The tracks are filled with wondrous playing and, interestingly, some of the most intensely introspective efforts are those recorded when he was just turning 20. Influences from Bill Evans surface here and there, but the startling fact is that Petrucciani was an astonishingly original artist from an amazingly early age.

The album's tunes are divided into mostly originals for the first CD, standards for the second disc. A better choice would have been to sequence the numbers chronologically, thereby affording insights into the subtle transformations that took place in Petrucciani's improvisational imagination (his technical virtuosity was astounding from the beginning). Most of the tracks feature Petrucciani's solo piano, which is easiest to tap into via standards such as "My Funny Valentine" and "Prelude to a Kiss" (listen to his penetrating exploration of the Duke Ellington song's already compelling harmonies), but ultimately more rewarding in his freely flowing originals. On one track, "I Hear a Rhapsody," he duets with alto saxophonist Lee Konitz in a performance whose seeming simplicity belies the sensitive, layered musicality of an encounter between two gifted artists who were generations apart.

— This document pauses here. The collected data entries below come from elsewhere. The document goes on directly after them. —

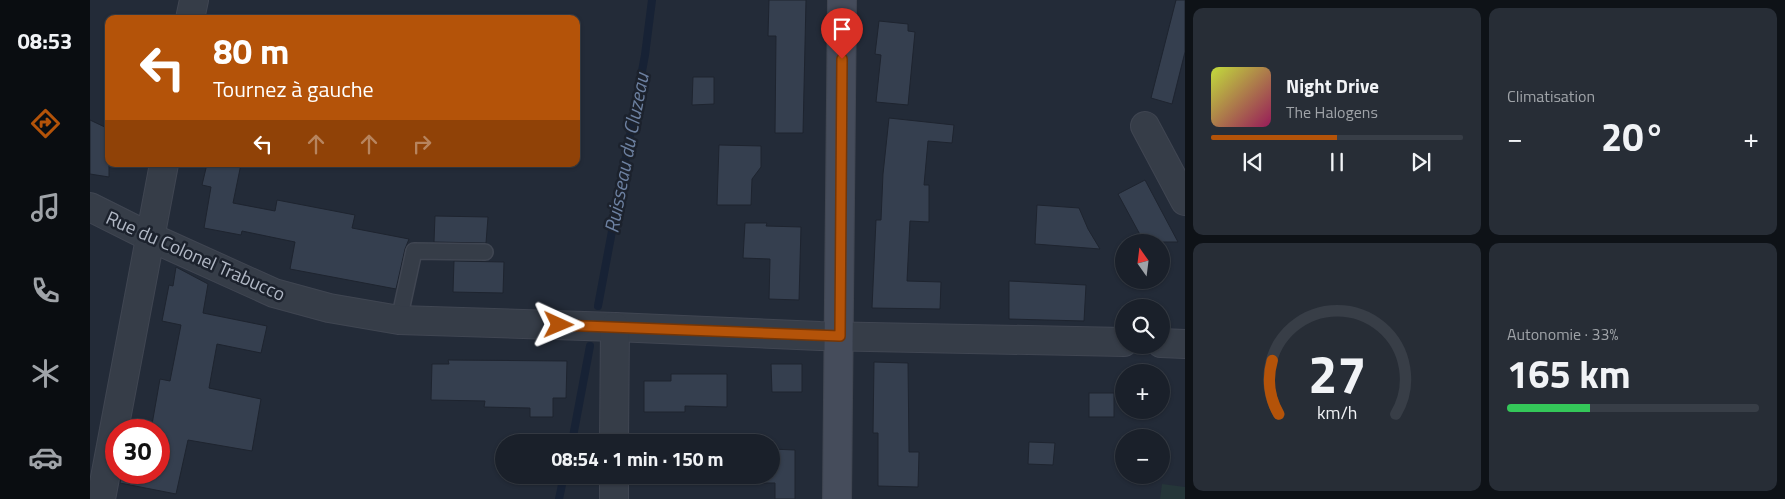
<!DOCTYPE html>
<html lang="fr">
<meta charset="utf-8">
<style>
body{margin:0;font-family:"Titillium Web",sans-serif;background:#272d36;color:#f1f3f6;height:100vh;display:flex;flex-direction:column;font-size:19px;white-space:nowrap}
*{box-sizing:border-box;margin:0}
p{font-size:16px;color:#9fa3a8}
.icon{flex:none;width:28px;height:28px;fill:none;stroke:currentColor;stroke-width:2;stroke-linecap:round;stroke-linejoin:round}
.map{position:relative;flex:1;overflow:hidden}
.sheet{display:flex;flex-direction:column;gap:8px;padding:8px;background:#0e1217;width:600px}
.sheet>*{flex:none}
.hud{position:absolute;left:15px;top:15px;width:475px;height:152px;border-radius:10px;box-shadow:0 1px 4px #0004,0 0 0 1px #383e47;background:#b45309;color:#fff;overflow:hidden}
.needle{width:32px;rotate:346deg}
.fabs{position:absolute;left:1025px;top:234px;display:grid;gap:10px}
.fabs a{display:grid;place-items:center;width:55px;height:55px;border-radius:50%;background:#1a202a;box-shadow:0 1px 4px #0004,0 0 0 1px #383e47;font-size:25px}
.speed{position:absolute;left:15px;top:419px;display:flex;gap:10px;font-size:25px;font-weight:700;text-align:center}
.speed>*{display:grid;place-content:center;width:65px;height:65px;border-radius:50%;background:#1a202a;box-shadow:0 1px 4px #0004,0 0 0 1px #383e47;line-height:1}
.speed .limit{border:8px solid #d22;background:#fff;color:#111}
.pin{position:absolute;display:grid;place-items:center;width:42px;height:42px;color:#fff;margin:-51px -21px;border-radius:50% 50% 50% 0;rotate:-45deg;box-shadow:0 0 5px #0007}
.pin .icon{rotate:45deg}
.me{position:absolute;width:55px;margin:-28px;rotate:91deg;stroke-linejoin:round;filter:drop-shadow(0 0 4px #0008)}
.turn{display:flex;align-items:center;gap:18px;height:105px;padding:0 25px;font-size:22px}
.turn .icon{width:65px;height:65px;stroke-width:2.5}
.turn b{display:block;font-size:35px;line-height:42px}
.lanes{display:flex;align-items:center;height:48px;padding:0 25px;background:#0003;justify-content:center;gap:25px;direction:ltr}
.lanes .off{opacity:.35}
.big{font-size:38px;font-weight:700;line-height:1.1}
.sheet .tile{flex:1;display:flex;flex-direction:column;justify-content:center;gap:8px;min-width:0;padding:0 18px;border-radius:10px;background:#272d36}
.sheet .dial{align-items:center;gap:0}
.dial svg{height:130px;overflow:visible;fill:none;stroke:#383e47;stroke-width:7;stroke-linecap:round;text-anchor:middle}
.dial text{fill:#f1f3f6;stroke:none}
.song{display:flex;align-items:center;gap:15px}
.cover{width:60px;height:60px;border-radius:8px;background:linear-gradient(135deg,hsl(70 70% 55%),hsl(330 70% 35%))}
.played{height:5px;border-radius:2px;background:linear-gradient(90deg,#b45309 50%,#383e47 50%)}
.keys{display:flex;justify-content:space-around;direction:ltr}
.heat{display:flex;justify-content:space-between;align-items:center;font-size:28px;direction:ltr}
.charge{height:8px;border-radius:4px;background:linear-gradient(90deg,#34c759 33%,#383e47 0)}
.sheet .tiles{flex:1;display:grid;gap:8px;grid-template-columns:repeat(2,1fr)}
.trip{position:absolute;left:405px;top:434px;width:285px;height:50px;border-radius:25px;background:#1a202a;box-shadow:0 1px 4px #0004,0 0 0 1px #383e47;font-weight:700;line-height:50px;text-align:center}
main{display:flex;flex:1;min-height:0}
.dock{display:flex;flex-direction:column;width:90px;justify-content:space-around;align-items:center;background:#0a0d11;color:#9fa3a8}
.dock .icon{width:35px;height:35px}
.dock .active{color:#b45309}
.dock b{font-size:22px;color:#f1f3f6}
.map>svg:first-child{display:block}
.green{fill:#253639}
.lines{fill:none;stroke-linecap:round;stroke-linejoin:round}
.stream{stroke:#172235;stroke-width:8}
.building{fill:#353f4f;stroke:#1e242f}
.lane-casing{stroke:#404652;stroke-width:18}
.street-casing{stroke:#404652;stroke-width:30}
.secondary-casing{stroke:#404652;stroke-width:30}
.lane{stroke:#363d48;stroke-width:15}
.street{stroke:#363d48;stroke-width:28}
.secondary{stroke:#454c5b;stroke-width:28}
.route-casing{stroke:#753606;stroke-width:12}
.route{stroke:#b45309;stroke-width:9}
.labels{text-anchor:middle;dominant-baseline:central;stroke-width:5;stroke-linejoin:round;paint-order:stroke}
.street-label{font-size:19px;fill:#b1b8c5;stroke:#1c222d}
.water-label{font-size:20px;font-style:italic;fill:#6d81a1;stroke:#1c222d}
</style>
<main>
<nav class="dock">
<b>08:53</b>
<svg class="icon active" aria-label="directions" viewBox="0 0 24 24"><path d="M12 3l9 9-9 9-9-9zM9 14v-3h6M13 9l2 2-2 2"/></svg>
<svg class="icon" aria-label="music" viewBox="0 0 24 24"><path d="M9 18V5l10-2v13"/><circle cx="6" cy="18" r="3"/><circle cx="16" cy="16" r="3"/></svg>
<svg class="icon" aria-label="phone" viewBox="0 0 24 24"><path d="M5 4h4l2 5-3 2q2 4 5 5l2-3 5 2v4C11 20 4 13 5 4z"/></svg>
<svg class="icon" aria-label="climate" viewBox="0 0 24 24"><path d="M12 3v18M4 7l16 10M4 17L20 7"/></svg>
<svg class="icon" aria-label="car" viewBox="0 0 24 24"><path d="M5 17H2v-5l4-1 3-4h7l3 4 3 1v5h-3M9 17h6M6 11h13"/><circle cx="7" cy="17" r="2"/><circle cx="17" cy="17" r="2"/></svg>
</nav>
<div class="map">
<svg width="1095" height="499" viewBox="0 0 1095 499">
<rect width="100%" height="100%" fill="#232b38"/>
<polygon class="green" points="1072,484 1095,487 1095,499 1070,499"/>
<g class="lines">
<g class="stream">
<polyline points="508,306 555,55 562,0"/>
<polyline points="482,442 500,346"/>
<polyline points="469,499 474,475"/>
</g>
</g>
<g class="building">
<polygon points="679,0 716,0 713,133 685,133 686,36 678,36"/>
<polygon points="1086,0 1095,0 1095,52 1082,104 1061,98"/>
<polygon points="789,21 818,24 818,31 825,32 818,105 786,102 791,55 785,54"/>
<polygon points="603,77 624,77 624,104 602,105"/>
<polygon points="799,118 864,125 862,143 838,141 834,185 839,185 839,222 820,221 817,281 851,282 850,309 782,308 786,220 791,220 793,174"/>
<polygon points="0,120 19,129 19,177 0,174"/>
<polygon points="629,145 671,146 671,167 662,179 661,205 627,205"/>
<polygon points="117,164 151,164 143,203 185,211 187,200 265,215 262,228 319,239 315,249 306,289 200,269 205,242 152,231 151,235 114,228 121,187 112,185"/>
<polygon points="1055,180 1088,242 1054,242 1028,194"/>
<polygon points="947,205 989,208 998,229 1010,249 945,244"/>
<polygon points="345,216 398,217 396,243 344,242"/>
<polygon points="655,223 677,223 676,226 711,227 709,300 679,299 680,259 653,258"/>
<polygon points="364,261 414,262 413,293 363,292"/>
<polygon points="86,267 118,284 113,313 177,326 171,353 127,344 119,388 171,399 162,451 98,440 86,494 30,483 32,472 69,472 69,430 61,430 70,379 80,381 91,325 72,321 79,285 83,286"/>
<polygon points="919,281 996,285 994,321 919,319"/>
<polygon points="358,360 477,361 476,398 463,398 463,417 440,417 440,408 394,407 395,401 341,400 342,364 359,364"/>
<polygon points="784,362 818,363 819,452 829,452 828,487 788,486 788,433 783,433"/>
<polygon points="681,364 712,364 712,392 682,392"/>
<polygon points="581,374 637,374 637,407 595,406 595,412 554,412 554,381 581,381"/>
<rect x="999" y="393" width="25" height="24"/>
<polygon points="939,442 965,443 963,465 938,464"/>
<polygon points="681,449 705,450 705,499 685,499 685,483 665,483 665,475 681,475"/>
</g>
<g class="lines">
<defs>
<polyline id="lane" points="309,320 324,251 395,252"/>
<g id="street">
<polyline points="100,19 104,0"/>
<polyline points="1055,126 1095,201"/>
<polyline points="0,207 60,237 184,293 239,308 309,320 525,327 730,336 1034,342"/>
<polyline points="1071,343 1095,344"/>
<polyline points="524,442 525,327"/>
<polyline points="11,499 74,164"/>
<polyline points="524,499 524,475"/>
</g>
<polyline id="secondary" points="747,499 752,0"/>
</defs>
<use href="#lane" class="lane-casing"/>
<use href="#street" class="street-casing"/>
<use href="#secondary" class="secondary-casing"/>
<use href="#lane" class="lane"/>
<use href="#street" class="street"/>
<use href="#secondary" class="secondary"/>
</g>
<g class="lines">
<defs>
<polyline id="route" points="469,325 750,336 752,59"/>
</defs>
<use href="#route" class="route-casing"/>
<use href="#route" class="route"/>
</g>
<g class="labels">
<g class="street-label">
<text transform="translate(106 255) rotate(24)">Rue du Colonel Trabucco</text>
</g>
<g class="water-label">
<text transform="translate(536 153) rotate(-79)">Ruisseau du Cluzeau</text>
</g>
</g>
</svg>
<div class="fabs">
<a><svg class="needle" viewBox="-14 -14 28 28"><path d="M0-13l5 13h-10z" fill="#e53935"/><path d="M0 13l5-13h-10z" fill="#9fa3a8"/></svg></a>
<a><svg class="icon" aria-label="search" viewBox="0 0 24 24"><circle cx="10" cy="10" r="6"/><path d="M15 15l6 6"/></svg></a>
<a>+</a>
<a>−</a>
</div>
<div class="speed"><div class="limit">30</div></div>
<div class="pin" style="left:752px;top:59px;background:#d93025"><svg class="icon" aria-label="arrive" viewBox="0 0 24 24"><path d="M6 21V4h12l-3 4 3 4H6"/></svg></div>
<svg class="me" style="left:469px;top:325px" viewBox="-20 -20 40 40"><path d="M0-17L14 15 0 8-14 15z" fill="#b45309" stroke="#fff" stroke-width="4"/></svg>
<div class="trip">08:54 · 1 min · 150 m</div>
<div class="hud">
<div class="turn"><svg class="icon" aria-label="left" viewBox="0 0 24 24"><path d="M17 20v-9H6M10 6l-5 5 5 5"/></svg><div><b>80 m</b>Tournez à gauche</div></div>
<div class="lanes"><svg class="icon" aria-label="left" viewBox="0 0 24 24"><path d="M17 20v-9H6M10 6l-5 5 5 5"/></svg><svg class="icon off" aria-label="ahead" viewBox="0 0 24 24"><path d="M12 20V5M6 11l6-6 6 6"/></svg><svg class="icon off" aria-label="ahead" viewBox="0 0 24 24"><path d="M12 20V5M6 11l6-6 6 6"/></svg><svg class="icon off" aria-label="right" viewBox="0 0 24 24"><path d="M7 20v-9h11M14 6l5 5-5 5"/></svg></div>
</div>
</div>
<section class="sheet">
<div class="tiles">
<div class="tile">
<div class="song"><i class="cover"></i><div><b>Night Drive</b><p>The Halogens</p></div></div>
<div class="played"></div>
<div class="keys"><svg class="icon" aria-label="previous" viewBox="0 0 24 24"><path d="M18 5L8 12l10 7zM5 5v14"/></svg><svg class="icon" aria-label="pause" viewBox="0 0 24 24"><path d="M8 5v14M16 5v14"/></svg><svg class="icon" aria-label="next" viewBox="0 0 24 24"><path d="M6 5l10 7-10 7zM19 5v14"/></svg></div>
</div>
<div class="tile"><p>Climatisation</p>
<div class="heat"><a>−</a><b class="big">20°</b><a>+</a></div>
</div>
<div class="tile dial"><svg viewBox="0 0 100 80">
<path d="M14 69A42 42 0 1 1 86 69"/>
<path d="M14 69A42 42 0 0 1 10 36" stroke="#b45309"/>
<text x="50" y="56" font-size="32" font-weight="700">27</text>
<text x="50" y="72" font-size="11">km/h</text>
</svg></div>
<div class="tile"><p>Autonomie · 33%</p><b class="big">165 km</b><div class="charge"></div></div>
</div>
</section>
</main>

Orchestre National de Jazz, "Charmediterranean" (***, ECM Records). The Orchestre was founded in 1986 by France's Ministry of Culture with a mandate that it change music directors every two to three years. It now has performed more than 650 concerts in various parts of the world embracing an enormous array of stylistic efforts. Sadly, there is nothing quite like the Orchestre, with its extraordinary freedom to open creative boundaries, in the United States. "Charmediterranean" is a project conceived by Italian composer Paolo Damiani during his two-year tenure as the ensemble's director in 2000 and 2001. Included in the overall concept are segments composed by Damiani, saxophonist-flutist Francois Jeanneau (the Orchestre's founding director), oud master Anouar Brahem and saxophonist-clarinetist Gianluigi Trovesi. The results are sometimes thorny, often difficult, but never less than compelling.

The three surviving members of Miles Davis' superb quintet of the '60s--Wayne Shorter, Herbie Hancock and Ron Carter--have all released new albums within a month of one another. Shorter's "Footprints Live!" received a four-star review in this column in May. Recordings from Hancock and Carter don't quite measure up to that level, but their high quality is undeniable.